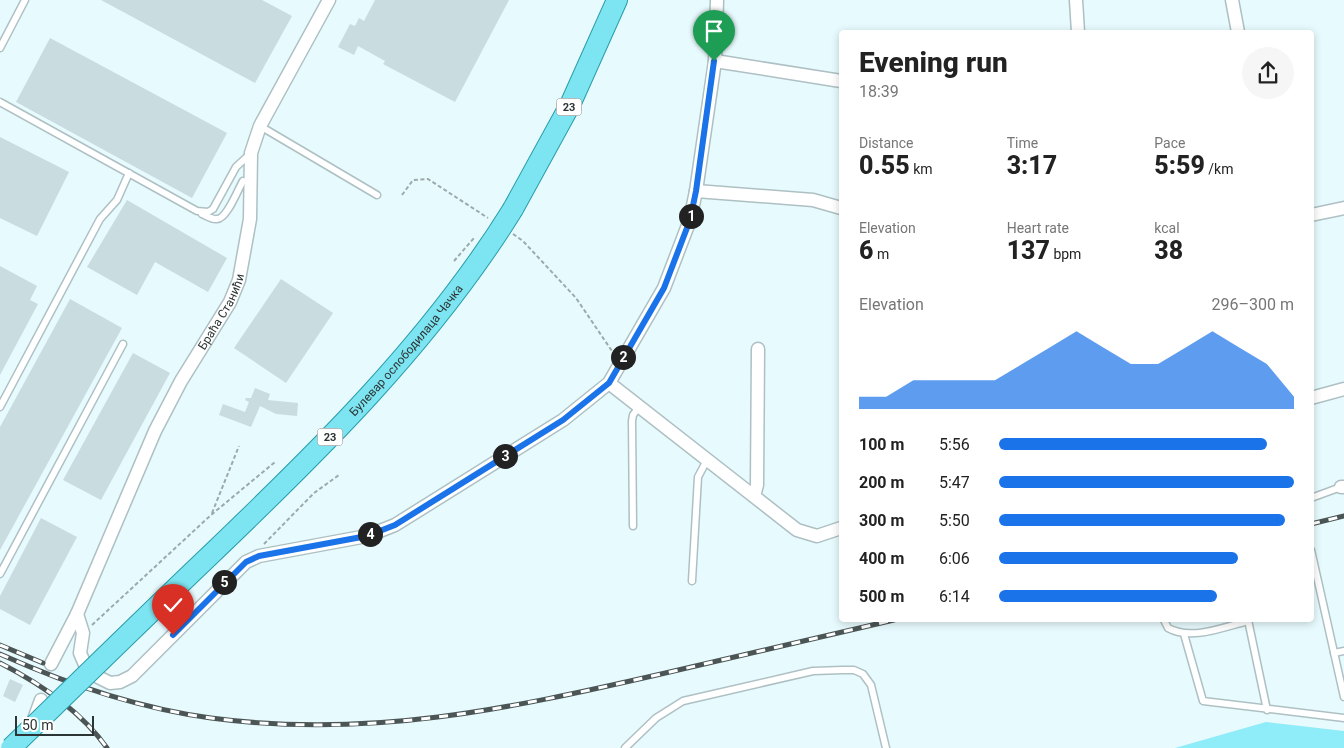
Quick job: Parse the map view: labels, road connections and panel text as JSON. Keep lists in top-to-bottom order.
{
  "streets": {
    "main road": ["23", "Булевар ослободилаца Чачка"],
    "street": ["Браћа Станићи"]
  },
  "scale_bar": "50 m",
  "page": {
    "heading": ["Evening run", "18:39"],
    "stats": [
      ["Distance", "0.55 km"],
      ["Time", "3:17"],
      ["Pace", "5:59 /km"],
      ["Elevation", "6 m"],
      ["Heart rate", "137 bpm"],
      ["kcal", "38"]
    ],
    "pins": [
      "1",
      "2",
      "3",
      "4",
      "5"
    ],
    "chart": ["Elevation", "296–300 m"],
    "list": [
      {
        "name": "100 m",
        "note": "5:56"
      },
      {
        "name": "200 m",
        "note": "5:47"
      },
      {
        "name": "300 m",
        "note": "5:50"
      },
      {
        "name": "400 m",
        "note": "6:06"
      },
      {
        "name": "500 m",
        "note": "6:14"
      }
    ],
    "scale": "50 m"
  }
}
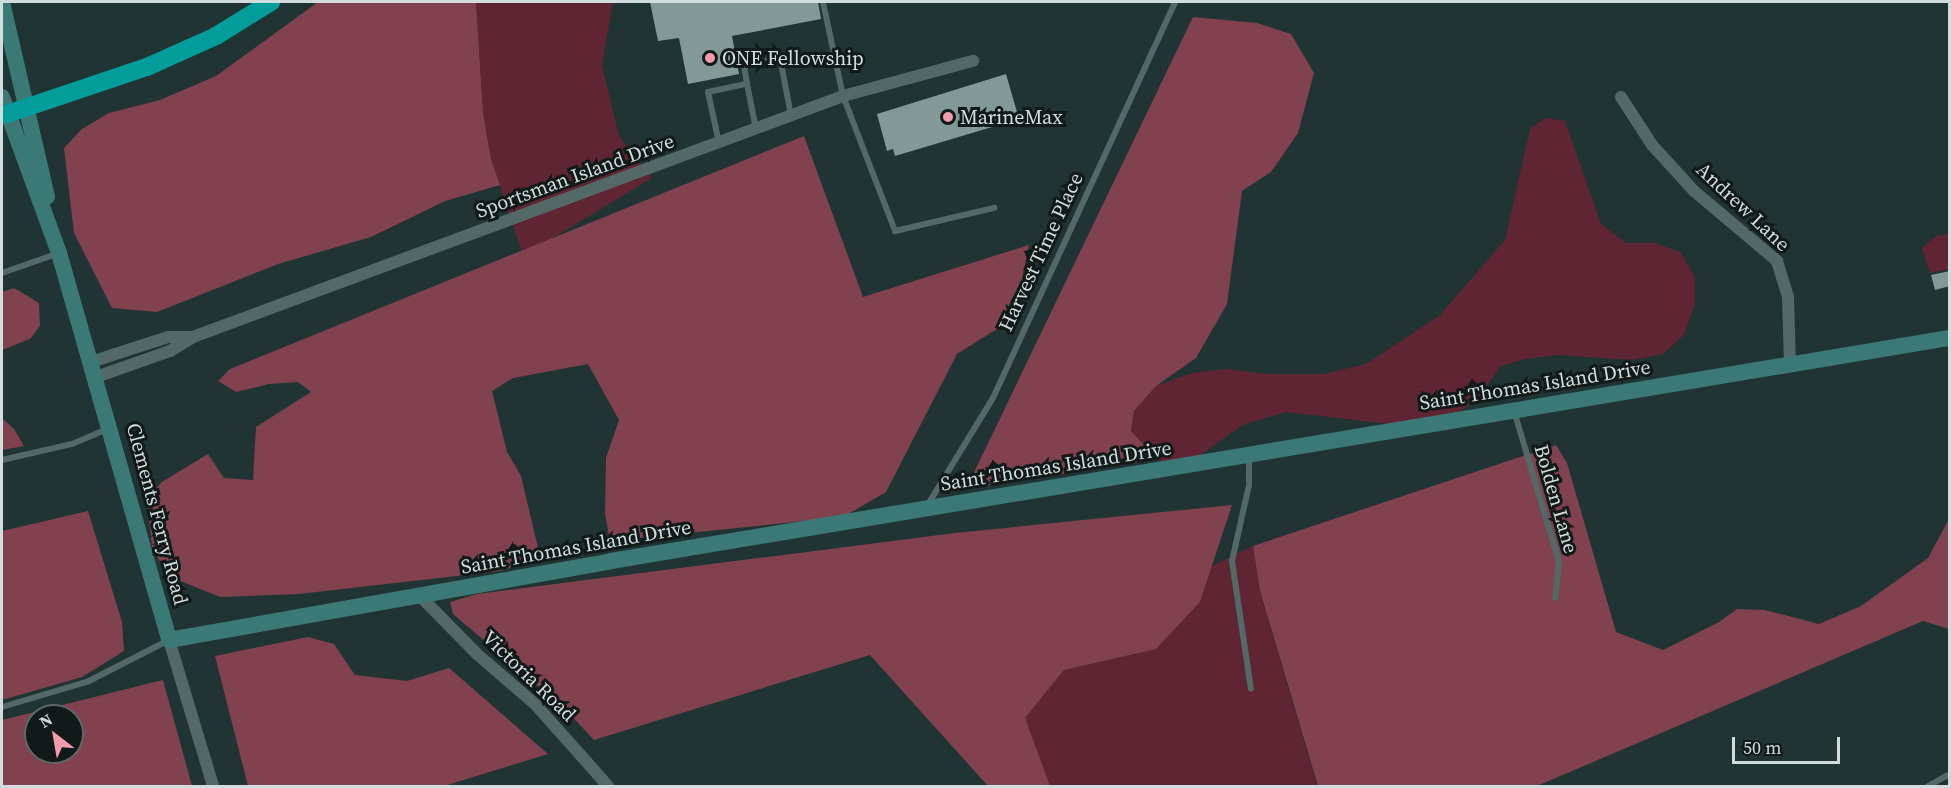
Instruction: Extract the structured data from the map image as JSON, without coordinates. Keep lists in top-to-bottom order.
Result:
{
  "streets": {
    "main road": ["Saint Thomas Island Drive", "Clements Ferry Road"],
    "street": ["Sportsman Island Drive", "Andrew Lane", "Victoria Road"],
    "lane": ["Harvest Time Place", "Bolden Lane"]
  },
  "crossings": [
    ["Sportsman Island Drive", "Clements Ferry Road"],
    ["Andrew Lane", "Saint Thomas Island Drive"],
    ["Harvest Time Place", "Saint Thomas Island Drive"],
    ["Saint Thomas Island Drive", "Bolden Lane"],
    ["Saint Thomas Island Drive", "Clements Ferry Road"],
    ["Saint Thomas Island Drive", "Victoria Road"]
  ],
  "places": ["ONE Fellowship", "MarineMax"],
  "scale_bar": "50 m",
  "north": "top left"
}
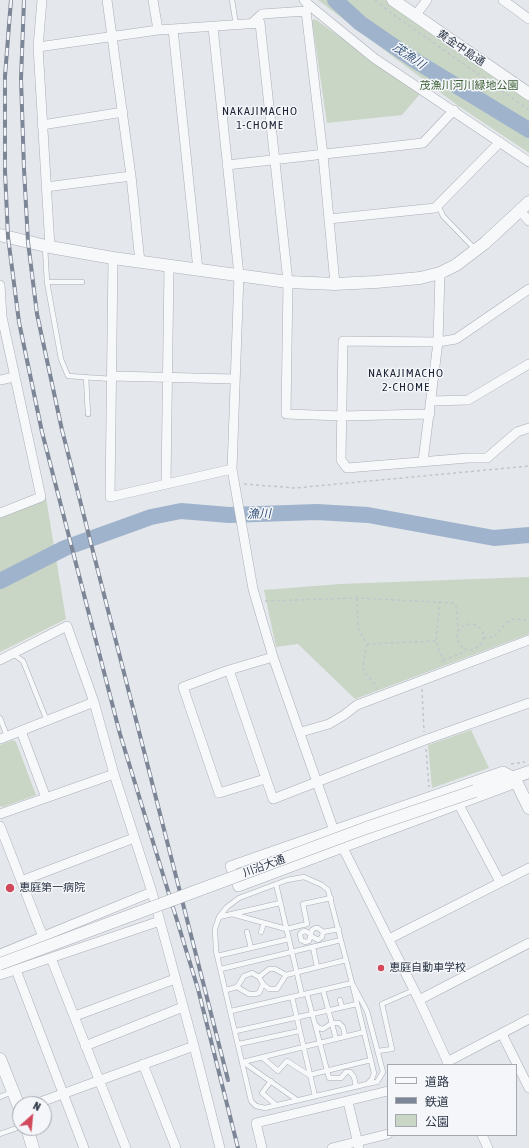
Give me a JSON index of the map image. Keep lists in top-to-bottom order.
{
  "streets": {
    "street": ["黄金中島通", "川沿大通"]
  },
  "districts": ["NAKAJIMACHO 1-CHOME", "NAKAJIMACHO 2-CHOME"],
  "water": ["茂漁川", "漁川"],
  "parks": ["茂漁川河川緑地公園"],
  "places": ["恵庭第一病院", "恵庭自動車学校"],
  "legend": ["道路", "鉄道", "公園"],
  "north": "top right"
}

====================

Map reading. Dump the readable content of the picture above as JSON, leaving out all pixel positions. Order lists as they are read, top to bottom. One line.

====================

Only one stretch of the listing is wanted: the lines starting at the one with "Quick job: Parse" and ending at the one with "Instruction: Extract the", copied exactly and free of pictures.

Quick job: Parse the map view: labels, road connections and panel text as JSON. Keep lists in top-to-bottom order.
{
  "streets": {
    "main road": ["23", "Булевар ослободилаца Чачка"],
    "street": ["Браћа Станићи"]
  },
  "scale_bar": "50 m",
  "page": {
    "heading": ["Evening run", "18:39"],
    "stats": [
      ["Distance", "0.55 km"],
      ["Time", "3:17"],
      ["Pace", "5:59 /km"],
      ["Elevation", "6 m"],
      ["Heart rate", "137 bpm"],
      ["kcal", "38"]
    ],
    "pins": [
      "1",
      "2",
      "3",
      "4",
      "5"
    ],
    "chart": ["Elevation", "296–300 m"],
    "list": [
      {
        "name": "100 m",
        "note": "5:56"
      },
      {
        "name": "200 m",
        "note": "5:47"
      },
      {
        "name": "300 m",
        "note": "5:50"
      },
      {
        "name": "400 m",
        "note": "6:06"
      },
      {
        "name": "500 m",
        "note": "6:14"
      }
    ],
    "scale": "50 m"
  }
}
Instruction: Extract the structured data from the map image as JSON, without coordinates. Keep lists in top-to-bottom order.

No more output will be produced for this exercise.